**WHAT YOU NEED TO DO**
Copy out exactly the stretch below, from the line with "Localize all labels, symbols" through the line with "Find all labels", both included; the pictures stay out.
Segment Start: RECORD EXCERPTS
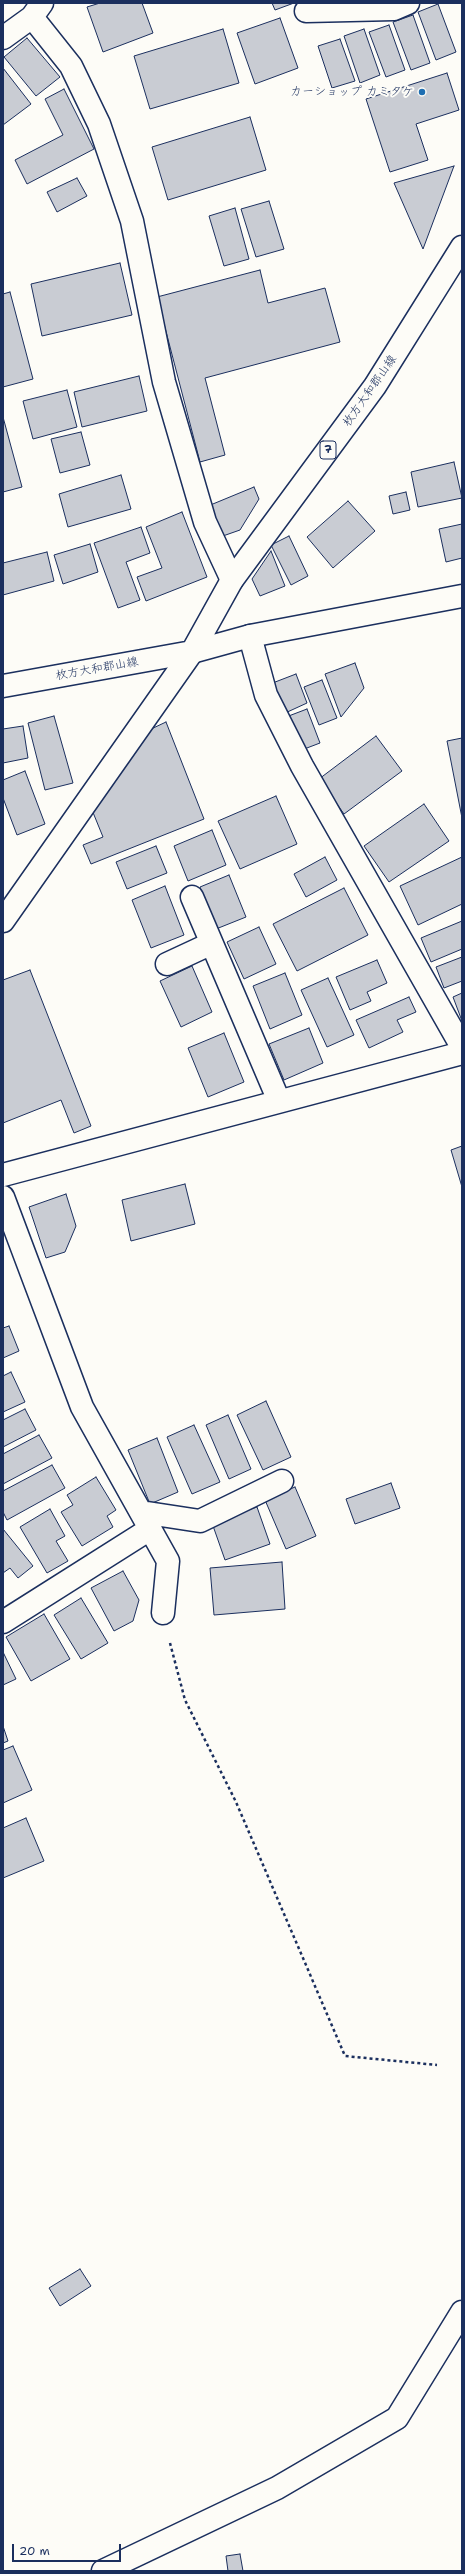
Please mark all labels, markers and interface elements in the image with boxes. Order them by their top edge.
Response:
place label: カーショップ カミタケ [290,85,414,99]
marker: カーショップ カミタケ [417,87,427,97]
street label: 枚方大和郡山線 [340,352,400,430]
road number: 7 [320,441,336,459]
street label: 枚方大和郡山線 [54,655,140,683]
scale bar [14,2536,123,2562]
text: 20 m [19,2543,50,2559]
Segment End: RECORD EXCERPTS
Segment Start: RECORD EXCERPTS
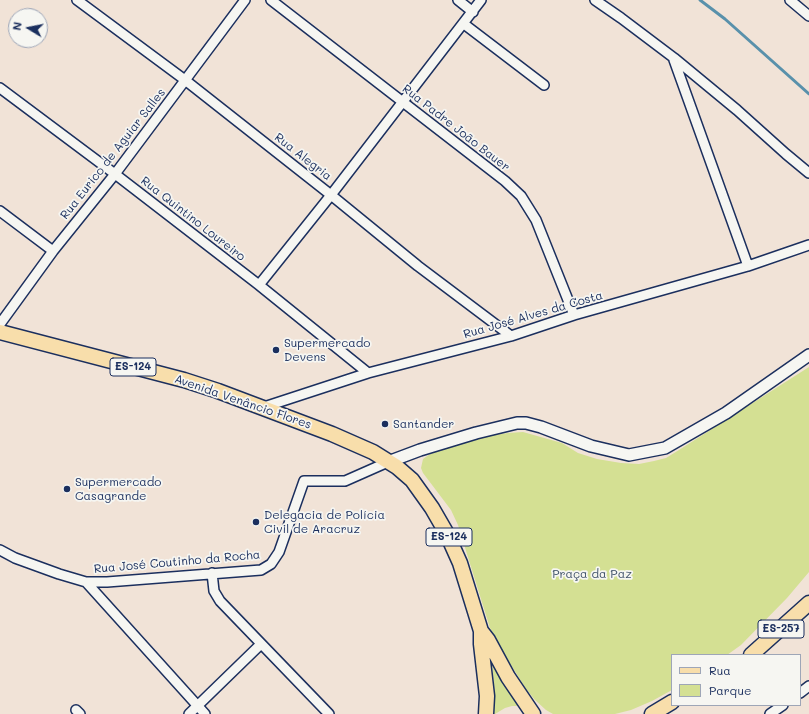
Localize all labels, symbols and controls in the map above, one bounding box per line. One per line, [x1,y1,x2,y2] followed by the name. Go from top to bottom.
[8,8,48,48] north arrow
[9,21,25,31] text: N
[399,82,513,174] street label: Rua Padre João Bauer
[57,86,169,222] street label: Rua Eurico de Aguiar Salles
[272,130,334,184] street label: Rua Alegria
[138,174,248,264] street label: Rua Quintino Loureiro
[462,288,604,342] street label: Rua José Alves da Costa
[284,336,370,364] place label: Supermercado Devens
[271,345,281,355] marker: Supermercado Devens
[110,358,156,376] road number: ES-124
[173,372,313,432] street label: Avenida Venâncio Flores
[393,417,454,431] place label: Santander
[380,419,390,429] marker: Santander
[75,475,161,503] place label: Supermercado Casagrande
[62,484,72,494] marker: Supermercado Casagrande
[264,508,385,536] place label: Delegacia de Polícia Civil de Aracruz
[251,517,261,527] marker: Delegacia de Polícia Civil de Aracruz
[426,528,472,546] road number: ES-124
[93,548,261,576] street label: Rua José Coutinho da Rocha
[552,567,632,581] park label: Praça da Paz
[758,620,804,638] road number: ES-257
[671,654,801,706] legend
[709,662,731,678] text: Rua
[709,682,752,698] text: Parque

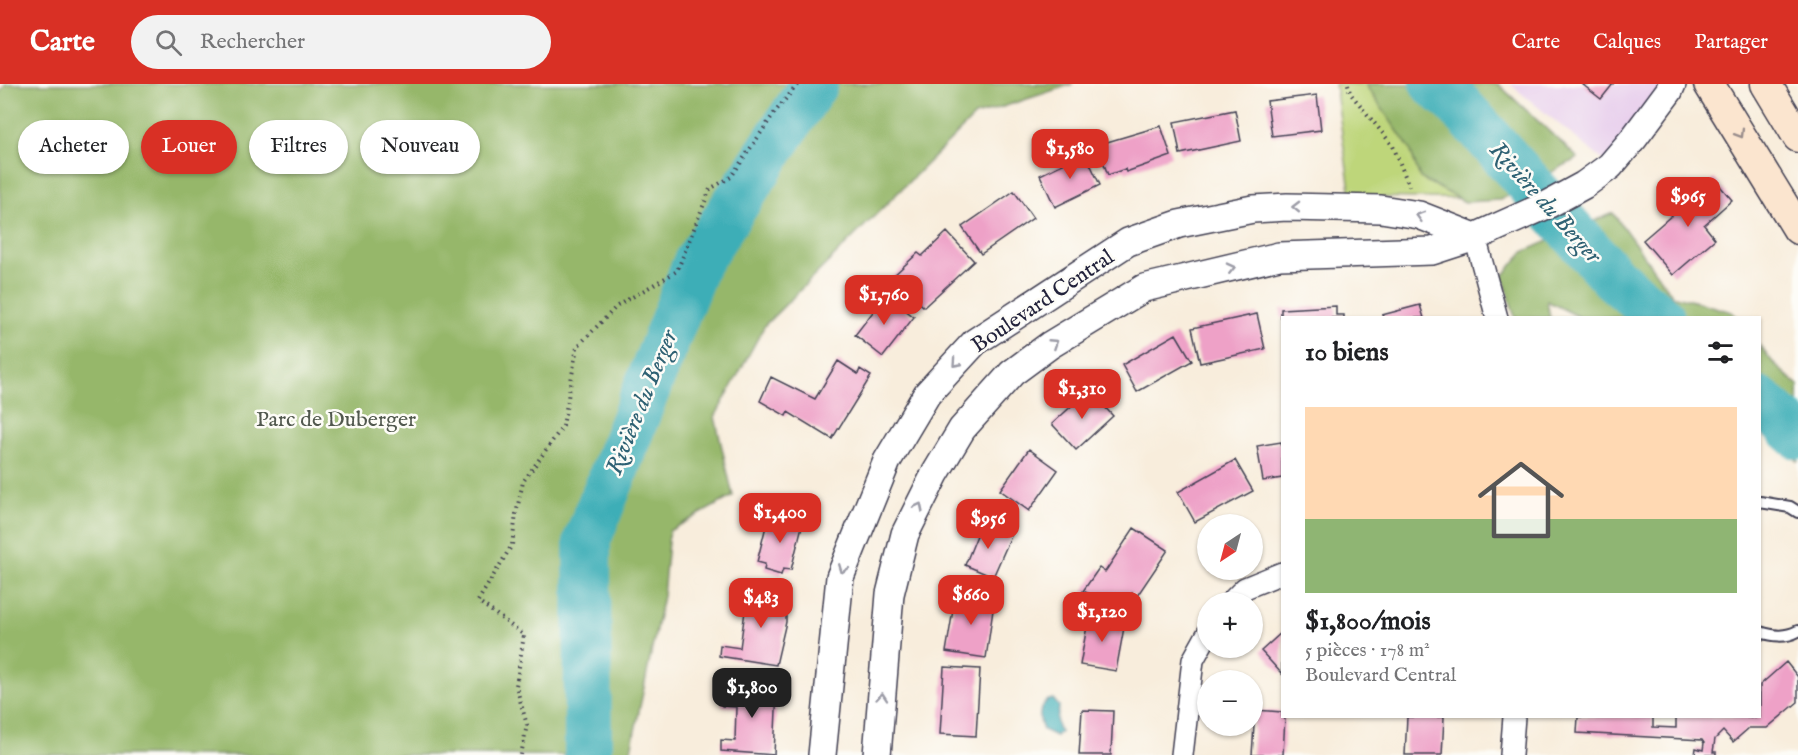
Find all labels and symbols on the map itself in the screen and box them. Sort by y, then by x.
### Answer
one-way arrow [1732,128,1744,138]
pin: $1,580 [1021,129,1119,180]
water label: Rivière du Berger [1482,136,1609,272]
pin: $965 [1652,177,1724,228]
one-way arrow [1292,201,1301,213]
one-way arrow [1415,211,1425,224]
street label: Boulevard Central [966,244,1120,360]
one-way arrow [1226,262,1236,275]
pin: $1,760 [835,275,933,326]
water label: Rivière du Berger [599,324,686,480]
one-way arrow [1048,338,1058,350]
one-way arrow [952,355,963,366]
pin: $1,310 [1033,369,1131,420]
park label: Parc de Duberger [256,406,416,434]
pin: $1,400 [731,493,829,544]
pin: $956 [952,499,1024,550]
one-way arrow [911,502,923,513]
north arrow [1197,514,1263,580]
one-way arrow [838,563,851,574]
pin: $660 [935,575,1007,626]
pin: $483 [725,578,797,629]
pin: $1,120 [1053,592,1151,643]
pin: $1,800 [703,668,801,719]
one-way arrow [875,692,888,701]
Segment End: RECORD EXCERPTS
**PROBLEM SOLUTION**
Localize all labels, symbols and controls in the map above, one bounding box per line. One per line, [x1,y1,x2,y2] followed by the name. Go from top to bottom.
[8,8,48,48] north arrow
[9,21,25,31] text: N
[399,82,513,174] street label: Rua Padre João Bauer
[57,86,169,222] street label: Rua Eurico de Aguiar Salles
[272,130,334,184] street label: Rua Alegria
[138,174,248,264] street label: Rua Quintino Loureiro
[462,288,604,342] street label: Rua José Alves da Costa
[284,336,370,364] place label: Supermercado Devens
[271,345,281,355] marker: Supermercado Devens
[110,358,156,376] road number: ES-124
[173,372,313,432] street label: Avenida Venâncio Flores
[393,417,454,431] place label: Santander
[380,419,390,429] marker: Santander
[75,475,161,503] place label: Supermercado Casagrande
[62,484,72,494] marker: Supermercado Casagrande
[264,508,385,536] place label: Delegacia de Polícia Civil de Aracruz
[251,517,261,527] marker: Delegacia de Polícia Civil de Aracruz
[426,528,472,546] road number: ES-124
[93,548,261,576] street label: Rua José Coutinho da Rocha
[552,567,632,581] park label: Praça da Paz
[758,620,804,638] road number: ES-257
[671,654,801,706] legend
[709,662,731,678] text: Rua
[709,682,752,698] text: Parque

Find all labels and symbols on the map itself in the screen and box them. Sort by y, then by x.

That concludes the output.